Line 13: the word here should be removed from the sentence.

Line 15: The author seems to jump from one subject to another. It needs a sentence that connects two subjects.

Introduction

Minor comments

Line 39-40: need a reference

Line 54-55: please rephrase it.

Line 64-66: The authors indicate the aim of the study in this line, it should move at the end of the introduction.

Line 74: need reference

Line 75: As a suggestion, please add the following reference: Babazadeh, D., Shabestari Asl, A., Sadeghi, A., Saeed, M., & Moshavery, A. (2022). Comparative Histopathologic Evaluation of the Effects of Portulaca oleracea, Omega-3, and Combination of Sodium Selenite and Vitamin E on Hepatic Enzymes of Experimental Diabetic Rats. Small Animal Advances, 1(1), 4–9. https://doi.org/10.58803/saa.v1i1.2

Line 83: Authors should provide the aim and novelty of the study.

 

Exposure Sources, Dosimetry, and Health Risk Assessment

Figure 3 can be redesigned and has more details, especially on the left side of the image, the meaning of the images is not clear.

Line 87: Need reference.

Line 108-111: need a reference.

Line 115: Authors indicate the contribution of exposure to Cd in rice and its products, green vegetables, cereals, seeds, and potatoes but they indicate only 3 percent of contribution exposure.

Line 146: Please indicate Cd accumulation levels of tissues, recorded in other countries (not only Japan and Australia).

Line 148: Please indicate the countries in the title that used their data in the table.

Line 148: In Table 1 authors indicated the year of study for one reference but did not indicate for another reference.

Line 164: the subtitle 2.3 should be reconsidered. The authors mentioned “Blood and plasma (serum) cadmium”. If authors indicate blood cadmium, it would be clearer.

Line 190-192: Please provide more explanation and indicate a reference.

Line 212: Please provide a figure with a higher resolution.

Line 283: Authors should indicate the country of each reference.

Line 316-320: needs references.

Line 335: Please correct the language error “increase not in-creased”

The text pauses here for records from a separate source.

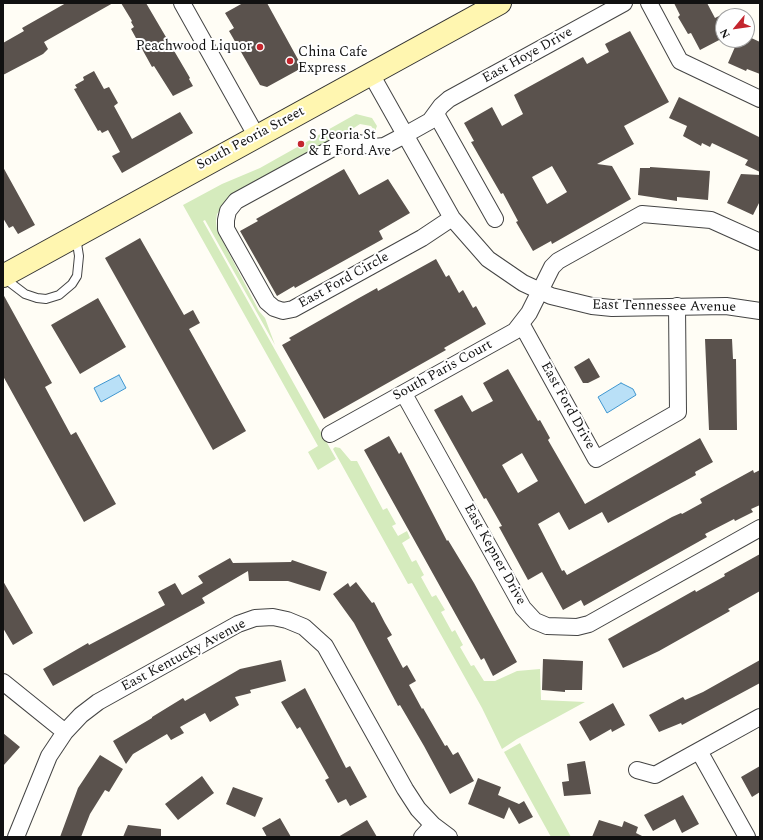 <!DOCTYPE html>
<html>
<head>
<meta charset="utf-8">
<style>
  body { margin:0 }
  #map { position:relative; width:763px; height:840px; overflow:hidden; background:#fffdf5; font-family:Spectral,serif }
  canvas { display:block }
  .frame { position:absolute; inset:0; border:4px solid #111; pointer-events:none }
  .north { position:absolute; left:715px; top:8px; width:40px; height:40px; box-sizing:border-box; background:#fff; border:1px solid #a0a0a0; border-radius:50%; rotate:241deg; font-size:11px; font-weight:700; line-height:16px; text-align:center; color:#111 }
  .north::after { content:''; display:block; margin:auto; width:14px; height:18px; background:#c4262e; clip-path:polygon(50% 0,100% 100%,50% 72%,0 100%) }
</style>
</head>
<body>
<div id="map">
<canvas width="763" height="840"></canvas>
<div class="frame"></div>
<div class="north">N</div>
</div>
<script>
const ctx = document.querySelector('canvas').getContext('2d');
ctx.lineJoin = 'round';
function paint(path, color) {
  ctx.fillStyle = color;
  ctx.fill(path, 'evenodd');
}
function poly(rows) {
  const path = new Path2D();
  for (const r of rows) {
    path.moveTo(r[0], r[1]);
    for (let i = 2; i < r.length; i += 2) path.lineTo(r[i], r[i + 1]);
  }
  return path;
}
function strokePath(path, color, width, dash) {
  ctx.strokeStyle = color;
  ctx.lineWidth = width;
  ctx.lineCap = dash ? 'butt' : 'round';
  ctx.setLineDash(dash || []);
  ctx.stroke(path);
}
function drawText(font, color, halo, rows, align = 'center') {
  ctx.font = font + ' Spectral,serif';
  ctx.lineWidth = 4;
  ctx.setLineDash([]);
  ctx.textBaseline = 'middle';
  ctx.strokeStyle = halo;
  ctx.fillStyle = color;
  for (const [text, x, y, turn = 0] of rows) {
    ctx.save();
    ctx.translate(x, y);
    ctx.rotate((+turn || 0) * Math.PI / 180);
    ctx.textAlign = isNaN(turn) ? turn : align;
    if (halo) ctx.strokeText(text, 0, 0);
    ctx.fillText(text, 0, 0);
    ctx.restore();
  }
}
paint(poly([
  [356,114,372,118,377,126,375,131,371,126,360,124,332,142,226,202,217,214,216,221,217,230,259,311,265,318,275,345,205,220,203,221,336,459,318,470,308,452,318,446,183,205,222,184,260,168],
  [335,447,340,448,351,461,357,461,383,510,387,508,396,524,392,526,398,536,407,531,410,538,402,543,412,562,416,560,424,575,421,577,432,597,436,595,445,610,441,612,452,632,455,630,463,645,460,647,471,666,474,665,484,681,495,681,517,671,540,669,541,700,585,702,517,739,502,749,482,708,412,583,408,584,333,449],
  [520,743,571,837,551,837,504,752]
]), '#d5ebbd');
const water = poly([
  [119,375,126,388,101,402,94,388,119,375],
  [621,383,633,389,636,395,607,413,598,397,621,383]
]);
paint(water, '#b9e0f7');
strokePath(water, '#3f96cf', 1);
paint(poly([
  [66,3,113,3,44,42,48,49,43,54,3,75,3,43,24,31,22,28],
  [121,3,146,3,190,78,189,79,193,86,173,96,154,66,152,67,131,29,134,27,131,22,132,21],
  [243,3,267,3,300,63,298,70,267,87,260,85,229,31,234,28,225,13],
  [674,3,707,3,715,18,719,16,723,22,723,38,700,50,691,33,688,34,678,17,680,15],
  [630,31,669,102,624,126,634,144,597,164,612,166,631,199,552,244,551,241,533,251,516,222,518,221,503,193,501,194,471,142,474,141,464,123,492,107,502,126,523,114,514,95,583,57,587,64,609,52,605,44],
  [552,166,567,192,547,204,532,177],
  [747,36,760,42,760,74,747,69,746,71,728,63,738,40,747,40],
  [94,71,104,89,109,87,118,103,114,106,132,139,180,112,193,133,122,173,112,156,120,152,108,130,102,133,100,130,98,131,74,89,77,88,75,85,84,80,83,77],
  [679,97,759,137,760,134,760,172,745,165,748,160,712,143,710,147,702,143,701,146,683,136,687,126,669,118],
  [3,167,35,225,18,234,13,226,9,228,3,218],
  [650,167,710,171,708,200,677,197,677,201,638,195,640,168,650,168],
  [344,169,359,195,388,179,410,213,379,231,383,239,295,288,294,286,277,296,240,231,258,221,256,219],
  [741,174,760,175,760,201,753,215,727,203],
  [140,238,184,315,193,310,200,323,189,329,246,431,213,450,105,258],
  [436,259,446,277,449,275,459,293,463,290,473,308,476,306,486,324,444,348,446,350,324,419,282,345,291,340,289,338,359,298,377,288,378,291],
  [3,294,52,383,45,387,71,435,76,432,116,504,84,522,3,376],
  [98,298,126,347,80,374,51,325],
  [705,339,732,339,733,359,736,359,737,430,709,430],
  [589,358,600,377,588,383,583,383,574,367],
  [508,369,538,421,540,420,550,438,548,440,585,504,700,438,713,462,695,472,696,475,608,523,602,512,569,530,559,512,538,524,562,571,564,570,567,575,672,517,681,513,682,514,702,503,700,499,753,470,754,473,760,470,760,505,751,509,753,512,735,521,734,519,705,534,707,537,584,606,581,600,563,610,542,572,528,580,499,527,502,526,486,498,484,499,434,410,462,395,472,412,493,401,483,383],
  [522,453,538,481,518,493,502,465],
  [389,436,399,454,401,452,447,541,448,540,474,583,517,662,493,676,484,658,481,660,364,450],
  [760,554,760,591,728,609,730,611,659,651,623,668,608,639,695,590,696,592,725,576,724,574],
  [230,558,233,563,291,562,292,560,327,572,320,591,288,581,249,581,248,571,202,598,205,603,53,686,43,669,88,643,89,645,165,605,158,592,175,583,182,595,203,583,198,576],
  [3,581,33,633,13,645,3,628],
  [356,582,372,603,374,602,385,623,392,635,387,638,403,668,407,665,416,681,409,685,422,709,423,708,445,746,447,745,453,755,458,752,474,781,450,794,424,746,400,705,398,706,354,623,333,594,348,583,350,587],
  [543,659,583,661,582,690,565,690,565,692,542,690],
  [281,660,286,681,250,690,251,693,235,697,239,705,210,722,205,713,180,727,184,733,171,740,167,734,133,754,126,764,113,741,152,718,152,717,183,698,185,701,240,669],
  [760,660,760,683,682,725,681,723,659,732,649,715,683,697,685,700,703,692],
  [305,688,346,768,350,766,367,797,350,806,346,799,338,803,325,780,329,778,300,727,297,729,281,702],
  [613,703,625,725,612,732,611,729,590,741,579,722],
  [3,733,20,747,3,766],
  [100,755,123,769,109,792,105,790,90,814,81,837,60,837,78,788],
  [585,761,591,794,564,796,562,782,569,781,567,764],
  [760,766,760,792,752,797,741,777],
  [202,776,214,793,178,820,165,804],
  [478,778,501,787,498,795,519,804,524,801,533,817,519,824,509,807,504,819,468,804],
  [233,787,263,798,255,817,226,804],
  [683,795,699,824,682,833,675,819,653,831,644,815],
  [280,818,291,837,267,837,262,828],
  [367,820,377,837,338,837],
  [599,820,622,827,624,821,638,827,636,833,644,837,592,837],
  [128,825,161,829,161,837,123,837]
]), '#5a524d');
const service = poly([
  [4,278,25,294,37,298,46,299,59,295,72,284,77,276,79,256,76,237]
]);
const minor = poly([
  [182,3,257,137],
  [649,3,680,61,760,99],
  [371,74,452,218,488,259,523,283,551,296,592,306,612,308,726,306,760,311],
  [436,114,495,219],
  [452,218,422,238,293,309,283,311,274,308,267,302,226,229,226,220,228,211,236,201,342,143,351,141,374,147,384,146,405,135,430,121,441,106,449,99,624,3],
  [522,325,596,459,678,412,677,306],
  [404,394,523,608,535,621,547,626,577,627,589,624,760,528],
  [330,434,515,331,529,313,552,267,558,261,642,214,711,220,760,242],
  [3,682,65,732],
  [699,751,747,837],
  [637,770,655,775,760,717],
  [16,837,49,756,65,732,81,715,98,702,238,624,255,618,273,617,287,620,304,627,325,646,405,789,418,809,433,825,449,837],
  [422,837,433,825]
]);
const secondary = poly([
  [3,276,500,3]
]);
strokePath(service, '#444', 10);
strokePath(minor, '#444', 18);
strokePath(secondary, '#333', 24);
strokePath(service, '#fff', 8);
strokePath(minor, '#fff', 16);
strokePath(secondary, '#fff6b0', 22);
for (const [x, y, r, color] of [
  [260,47,4,"#c4262e"],
  [290,61,4,"#c4262e"],
  [301,144,4,"#c4262e"]
]) {
  const dot = new Path2D();
  dot.arc(x, y, r, 0, 2 * Math.PI);
  ctx.fillStyle = color;
  ctx.fill(dot);
  strokePath(dot, '#fff', 1.5);
}
drawText('14px', '#111', '#fff', [
  ["Peachwood Liquor",252,47,"right"],
  ["China Cafe",298,53],
  ["Express",298,69],
  ["S Peoria St",309,136],
  ["& E Ford Ave",309,152]
], 'left');
drawText('14px', '#111', '#fff', [
  ["East Hoye Drive",528,56,-29],
  ["South Peoria Street",251,139,-28],
  ["East Ford Circle",344,281,-29],
  ["East Tennessee Avenue",664,307,1],
  ["South Paris Court",443,371,-29],
  ["East Ford Drive",567,406,61],
  ["East Kepner Drive",494,555,61],
  ["East Kentucky Avenue",184,656,-28]
]);
</script>
</body>
</html>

Line 347: Please define Pb

Line 421: The authors indicate most experimental studies examined Cd-induced diabetes along with the impacts of a high-fat diet what about diabetes with other causes?

Line 478: Please change the figure to a high-resolution figure.

Line 484-497: what is the relation of these paragraphs with the rest of the study?

Line 536: Please indicate the species. Effects of Cd on hepatic glucose metabolism in what species?

References

There are many old references in the study that the author should replace with recent studies.

 

DOI should be indicated for all references.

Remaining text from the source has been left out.